You are right.  It appears that, at least for Shimano and SRAM cassettes, 
the center-to-center cog spacing is 5.0 mm in the 7-speed, vs. 4.8 mm in 
the 8-speed, vs 4.34 mm in the 9-speed.  Good to know.  If I ever try 
friction shifting again, I will pick up a 7-speed cassette.

http://sheldonbrown.com/cribsheet-spacing.html

On Tuesday, February 25, 2014 2:08:37 PM UTC-8, Steve Palincsar wrote:
>
> You are wrong about spacing.
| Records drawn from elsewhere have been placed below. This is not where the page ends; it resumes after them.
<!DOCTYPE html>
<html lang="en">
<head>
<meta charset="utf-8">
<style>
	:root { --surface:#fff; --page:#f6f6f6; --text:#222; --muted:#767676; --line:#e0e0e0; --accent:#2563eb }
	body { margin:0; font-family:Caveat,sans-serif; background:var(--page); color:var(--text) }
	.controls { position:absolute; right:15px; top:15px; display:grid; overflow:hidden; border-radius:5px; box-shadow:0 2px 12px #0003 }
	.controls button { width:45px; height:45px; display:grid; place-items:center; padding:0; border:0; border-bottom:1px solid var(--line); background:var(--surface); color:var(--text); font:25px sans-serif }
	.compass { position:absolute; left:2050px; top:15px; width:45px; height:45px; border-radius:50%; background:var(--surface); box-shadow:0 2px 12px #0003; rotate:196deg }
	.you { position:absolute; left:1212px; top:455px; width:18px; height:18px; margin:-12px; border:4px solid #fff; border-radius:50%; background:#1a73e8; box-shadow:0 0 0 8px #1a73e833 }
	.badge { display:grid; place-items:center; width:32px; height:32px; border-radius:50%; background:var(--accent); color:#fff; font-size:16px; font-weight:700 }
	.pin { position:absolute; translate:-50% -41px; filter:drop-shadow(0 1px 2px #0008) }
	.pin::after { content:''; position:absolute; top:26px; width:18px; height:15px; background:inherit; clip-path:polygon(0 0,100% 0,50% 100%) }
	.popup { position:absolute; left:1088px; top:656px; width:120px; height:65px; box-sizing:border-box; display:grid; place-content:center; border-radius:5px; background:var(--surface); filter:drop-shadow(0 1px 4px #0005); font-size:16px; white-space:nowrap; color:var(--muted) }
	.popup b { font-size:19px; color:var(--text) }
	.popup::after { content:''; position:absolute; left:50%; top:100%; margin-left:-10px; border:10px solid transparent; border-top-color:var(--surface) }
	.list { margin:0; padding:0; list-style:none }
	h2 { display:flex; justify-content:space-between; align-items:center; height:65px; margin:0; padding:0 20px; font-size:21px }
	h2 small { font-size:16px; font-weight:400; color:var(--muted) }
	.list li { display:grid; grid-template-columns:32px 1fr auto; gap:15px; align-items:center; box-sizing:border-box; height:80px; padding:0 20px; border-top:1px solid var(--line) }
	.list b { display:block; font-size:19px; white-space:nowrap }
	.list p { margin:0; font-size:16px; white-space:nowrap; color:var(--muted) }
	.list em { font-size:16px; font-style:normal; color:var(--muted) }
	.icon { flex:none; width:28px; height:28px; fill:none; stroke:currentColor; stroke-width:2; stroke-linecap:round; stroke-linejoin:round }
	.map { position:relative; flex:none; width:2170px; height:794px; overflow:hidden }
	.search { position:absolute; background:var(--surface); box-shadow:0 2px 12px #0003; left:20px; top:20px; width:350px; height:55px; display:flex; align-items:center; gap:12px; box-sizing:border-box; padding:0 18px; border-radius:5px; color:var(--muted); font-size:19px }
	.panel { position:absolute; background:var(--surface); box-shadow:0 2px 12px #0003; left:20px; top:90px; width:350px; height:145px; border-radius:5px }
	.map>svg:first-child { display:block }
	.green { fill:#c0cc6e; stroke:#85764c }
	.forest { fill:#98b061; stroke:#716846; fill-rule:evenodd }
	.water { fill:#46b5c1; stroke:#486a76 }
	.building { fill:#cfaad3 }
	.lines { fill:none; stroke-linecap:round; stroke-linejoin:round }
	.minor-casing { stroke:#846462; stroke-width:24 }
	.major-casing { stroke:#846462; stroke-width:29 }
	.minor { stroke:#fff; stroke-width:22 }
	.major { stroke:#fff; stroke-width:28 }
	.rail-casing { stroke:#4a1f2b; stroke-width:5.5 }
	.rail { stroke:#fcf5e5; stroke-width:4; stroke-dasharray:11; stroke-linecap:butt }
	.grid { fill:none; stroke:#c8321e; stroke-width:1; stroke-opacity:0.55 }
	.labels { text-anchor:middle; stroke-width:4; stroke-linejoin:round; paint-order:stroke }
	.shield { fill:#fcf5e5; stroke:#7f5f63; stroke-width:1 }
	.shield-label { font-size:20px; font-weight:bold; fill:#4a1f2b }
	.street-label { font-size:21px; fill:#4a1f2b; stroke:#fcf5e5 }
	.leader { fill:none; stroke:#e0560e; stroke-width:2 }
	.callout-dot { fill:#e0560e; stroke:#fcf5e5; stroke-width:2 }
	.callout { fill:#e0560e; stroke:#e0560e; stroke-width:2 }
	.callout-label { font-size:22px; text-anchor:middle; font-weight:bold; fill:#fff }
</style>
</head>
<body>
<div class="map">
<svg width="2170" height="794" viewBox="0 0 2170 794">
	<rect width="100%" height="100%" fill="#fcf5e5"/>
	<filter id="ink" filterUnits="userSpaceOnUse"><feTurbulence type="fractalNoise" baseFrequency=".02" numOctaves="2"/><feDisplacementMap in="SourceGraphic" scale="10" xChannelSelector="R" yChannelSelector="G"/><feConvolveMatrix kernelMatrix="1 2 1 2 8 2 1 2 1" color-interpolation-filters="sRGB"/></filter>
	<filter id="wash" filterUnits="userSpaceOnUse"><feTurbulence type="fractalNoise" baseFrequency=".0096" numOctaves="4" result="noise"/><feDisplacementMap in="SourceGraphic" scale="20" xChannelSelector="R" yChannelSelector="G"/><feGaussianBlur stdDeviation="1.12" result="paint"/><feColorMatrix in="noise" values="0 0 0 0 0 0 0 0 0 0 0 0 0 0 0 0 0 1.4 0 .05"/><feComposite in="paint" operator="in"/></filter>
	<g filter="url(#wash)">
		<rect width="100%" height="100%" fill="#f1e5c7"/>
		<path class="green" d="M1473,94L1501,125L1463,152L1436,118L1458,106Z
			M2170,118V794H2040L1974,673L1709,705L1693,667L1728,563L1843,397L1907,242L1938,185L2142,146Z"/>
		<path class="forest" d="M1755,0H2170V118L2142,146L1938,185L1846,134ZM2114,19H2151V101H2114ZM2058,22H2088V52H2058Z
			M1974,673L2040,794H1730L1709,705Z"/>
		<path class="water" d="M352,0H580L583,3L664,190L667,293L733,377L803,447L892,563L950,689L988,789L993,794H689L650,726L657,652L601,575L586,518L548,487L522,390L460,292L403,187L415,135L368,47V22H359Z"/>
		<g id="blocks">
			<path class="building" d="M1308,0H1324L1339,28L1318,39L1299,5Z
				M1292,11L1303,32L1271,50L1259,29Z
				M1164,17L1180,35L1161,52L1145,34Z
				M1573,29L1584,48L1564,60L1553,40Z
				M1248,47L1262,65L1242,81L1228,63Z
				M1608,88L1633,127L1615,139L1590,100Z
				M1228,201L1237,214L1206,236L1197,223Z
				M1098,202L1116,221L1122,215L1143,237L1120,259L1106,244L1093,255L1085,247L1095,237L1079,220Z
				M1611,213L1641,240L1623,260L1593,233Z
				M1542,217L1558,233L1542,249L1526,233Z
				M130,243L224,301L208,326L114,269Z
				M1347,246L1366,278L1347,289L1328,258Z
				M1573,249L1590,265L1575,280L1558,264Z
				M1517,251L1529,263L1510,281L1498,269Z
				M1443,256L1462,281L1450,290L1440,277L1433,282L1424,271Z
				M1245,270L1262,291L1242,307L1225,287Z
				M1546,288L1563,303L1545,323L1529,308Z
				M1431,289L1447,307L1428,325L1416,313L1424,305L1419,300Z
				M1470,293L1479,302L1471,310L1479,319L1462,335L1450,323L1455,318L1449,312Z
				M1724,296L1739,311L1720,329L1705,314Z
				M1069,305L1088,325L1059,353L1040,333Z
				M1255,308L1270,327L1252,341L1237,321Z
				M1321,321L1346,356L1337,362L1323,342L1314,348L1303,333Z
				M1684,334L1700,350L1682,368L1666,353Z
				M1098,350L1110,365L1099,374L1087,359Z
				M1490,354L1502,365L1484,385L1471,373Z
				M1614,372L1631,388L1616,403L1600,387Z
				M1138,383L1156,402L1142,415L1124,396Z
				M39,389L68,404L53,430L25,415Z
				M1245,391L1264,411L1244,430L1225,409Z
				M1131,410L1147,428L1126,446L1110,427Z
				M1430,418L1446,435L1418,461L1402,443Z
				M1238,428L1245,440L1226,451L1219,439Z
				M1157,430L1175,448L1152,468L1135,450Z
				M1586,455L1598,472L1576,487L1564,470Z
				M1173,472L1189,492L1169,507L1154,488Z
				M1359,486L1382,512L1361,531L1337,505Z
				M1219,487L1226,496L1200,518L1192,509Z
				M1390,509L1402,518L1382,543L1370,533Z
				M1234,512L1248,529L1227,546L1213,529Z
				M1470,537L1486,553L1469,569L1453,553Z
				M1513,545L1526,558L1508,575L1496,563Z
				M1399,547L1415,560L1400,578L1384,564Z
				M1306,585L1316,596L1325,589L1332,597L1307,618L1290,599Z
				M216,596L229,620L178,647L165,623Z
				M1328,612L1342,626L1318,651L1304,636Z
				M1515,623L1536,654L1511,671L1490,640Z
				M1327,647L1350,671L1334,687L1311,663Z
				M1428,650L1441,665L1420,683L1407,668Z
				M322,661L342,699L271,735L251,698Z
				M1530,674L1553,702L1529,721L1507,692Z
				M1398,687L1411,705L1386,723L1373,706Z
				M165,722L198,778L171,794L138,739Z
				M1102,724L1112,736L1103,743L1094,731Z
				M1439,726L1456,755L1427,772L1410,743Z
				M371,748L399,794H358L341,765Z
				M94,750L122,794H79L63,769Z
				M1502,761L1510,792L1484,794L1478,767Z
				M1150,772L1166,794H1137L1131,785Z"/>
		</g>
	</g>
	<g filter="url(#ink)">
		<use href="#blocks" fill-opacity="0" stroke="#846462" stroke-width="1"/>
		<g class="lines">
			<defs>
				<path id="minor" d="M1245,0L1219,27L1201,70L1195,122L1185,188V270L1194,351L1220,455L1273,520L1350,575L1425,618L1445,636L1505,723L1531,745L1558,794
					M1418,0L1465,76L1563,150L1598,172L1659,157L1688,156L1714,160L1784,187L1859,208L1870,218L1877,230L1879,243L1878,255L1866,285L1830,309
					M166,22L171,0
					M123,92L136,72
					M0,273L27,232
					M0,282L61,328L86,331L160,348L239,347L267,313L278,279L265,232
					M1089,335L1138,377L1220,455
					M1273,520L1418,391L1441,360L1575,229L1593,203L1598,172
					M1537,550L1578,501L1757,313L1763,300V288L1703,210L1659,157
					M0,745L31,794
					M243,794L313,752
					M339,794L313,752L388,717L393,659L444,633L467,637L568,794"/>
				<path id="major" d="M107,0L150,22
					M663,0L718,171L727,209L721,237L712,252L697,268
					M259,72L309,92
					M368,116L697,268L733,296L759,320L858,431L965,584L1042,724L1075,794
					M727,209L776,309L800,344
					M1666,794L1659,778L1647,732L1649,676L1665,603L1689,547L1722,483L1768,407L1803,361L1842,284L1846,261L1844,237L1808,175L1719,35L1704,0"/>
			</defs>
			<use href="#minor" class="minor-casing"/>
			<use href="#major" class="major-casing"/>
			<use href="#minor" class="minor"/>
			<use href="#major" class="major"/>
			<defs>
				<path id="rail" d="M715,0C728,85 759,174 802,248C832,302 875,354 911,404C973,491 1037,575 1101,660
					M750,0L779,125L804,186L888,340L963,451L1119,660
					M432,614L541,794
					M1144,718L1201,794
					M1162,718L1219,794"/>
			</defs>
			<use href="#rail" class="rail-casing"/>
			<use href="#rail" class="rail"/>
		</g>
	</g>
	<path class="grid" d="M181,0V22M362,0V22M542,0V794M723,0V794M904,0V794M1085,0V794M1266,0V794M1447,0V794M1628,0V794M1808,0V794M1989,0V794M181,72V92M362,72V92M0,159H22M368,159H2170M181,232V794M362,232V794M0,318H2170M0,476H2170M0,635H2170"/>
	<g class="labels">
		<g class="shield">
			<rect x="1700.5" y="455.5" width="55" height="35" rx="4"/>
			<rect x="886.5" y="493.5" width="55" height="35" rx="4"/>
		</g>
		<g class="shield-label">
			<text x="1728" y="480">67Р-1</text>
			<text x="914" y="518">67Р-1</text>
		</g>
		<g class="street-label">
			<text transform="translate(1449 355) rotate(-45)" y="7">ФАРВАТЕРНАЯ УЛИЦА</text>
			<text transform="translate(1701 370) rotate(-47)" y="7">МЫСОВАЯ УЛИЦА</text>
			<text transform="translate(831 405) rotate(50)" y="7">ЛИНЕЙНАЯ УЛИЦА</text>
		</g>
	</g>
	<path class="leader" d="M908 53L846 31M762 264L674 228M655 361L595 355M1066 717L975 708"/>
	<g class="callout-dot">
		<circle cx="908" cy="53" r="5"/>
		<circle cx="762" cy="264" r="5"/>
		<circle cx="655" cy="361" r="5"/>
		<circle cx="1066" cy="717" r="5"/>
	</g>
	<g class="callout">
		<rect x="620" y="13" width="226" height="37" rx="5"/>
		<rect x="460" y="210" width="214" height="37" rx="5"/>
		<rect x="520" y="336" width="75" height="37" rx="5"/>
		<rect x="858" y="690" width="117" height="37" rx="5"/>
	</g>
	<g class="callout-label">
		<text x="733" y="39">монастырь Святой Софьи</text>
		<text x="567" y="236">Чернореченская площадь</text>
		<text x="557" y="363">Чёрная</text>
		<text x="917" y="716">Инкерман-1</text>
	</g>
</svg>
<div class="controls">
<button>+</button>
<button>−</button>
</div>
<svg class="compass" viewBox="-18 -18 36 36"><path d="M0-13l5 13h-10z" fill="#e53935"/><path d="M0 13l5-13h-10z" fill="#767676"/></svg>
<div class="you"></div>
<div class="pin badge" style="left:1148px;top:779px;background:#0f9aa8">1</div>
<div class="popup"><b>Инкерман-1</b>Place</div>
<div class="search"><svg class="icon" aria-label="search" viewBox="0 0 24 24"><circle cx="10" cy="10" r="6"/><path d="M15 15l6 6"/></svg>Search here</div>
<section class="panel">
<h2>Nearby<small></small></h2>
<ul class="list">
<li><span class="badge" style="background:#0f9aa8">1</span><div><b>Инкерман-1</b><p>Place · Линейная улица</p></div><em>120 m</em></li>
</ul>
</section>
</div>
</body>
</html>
See sheldon on this.
>
> HunqRider <pot...@gmail.com <javascript:>> wrote:
>>
>> I originally set up my current bike with an 8-speed cassette and Silver 
>> friction downtube shifters.  I could never get the hang of it; it was just 
>> too fussy to try to get the proper gear with no rubbing.  Going down to 
>> 7-speed cassette would not offer much help, since 7-speed and 8-speed cogs 
>> have the same spacing.  So I switched over to an 8-speed brake/shifter 
>> combo from Shimano (brifter), and it's been smooth shifting ever since.  I 
>> used to ride an old Centurion with a 5-speed freewheel, now that setup made 
>> friction shifting easy!  But today's cassette cogs are spaced too closely 
>> for clean friction shifting, in my opinion.
>>
>>
> -- 
> Sent from my Android phone with K-9 Mail. Please excuse my brevity.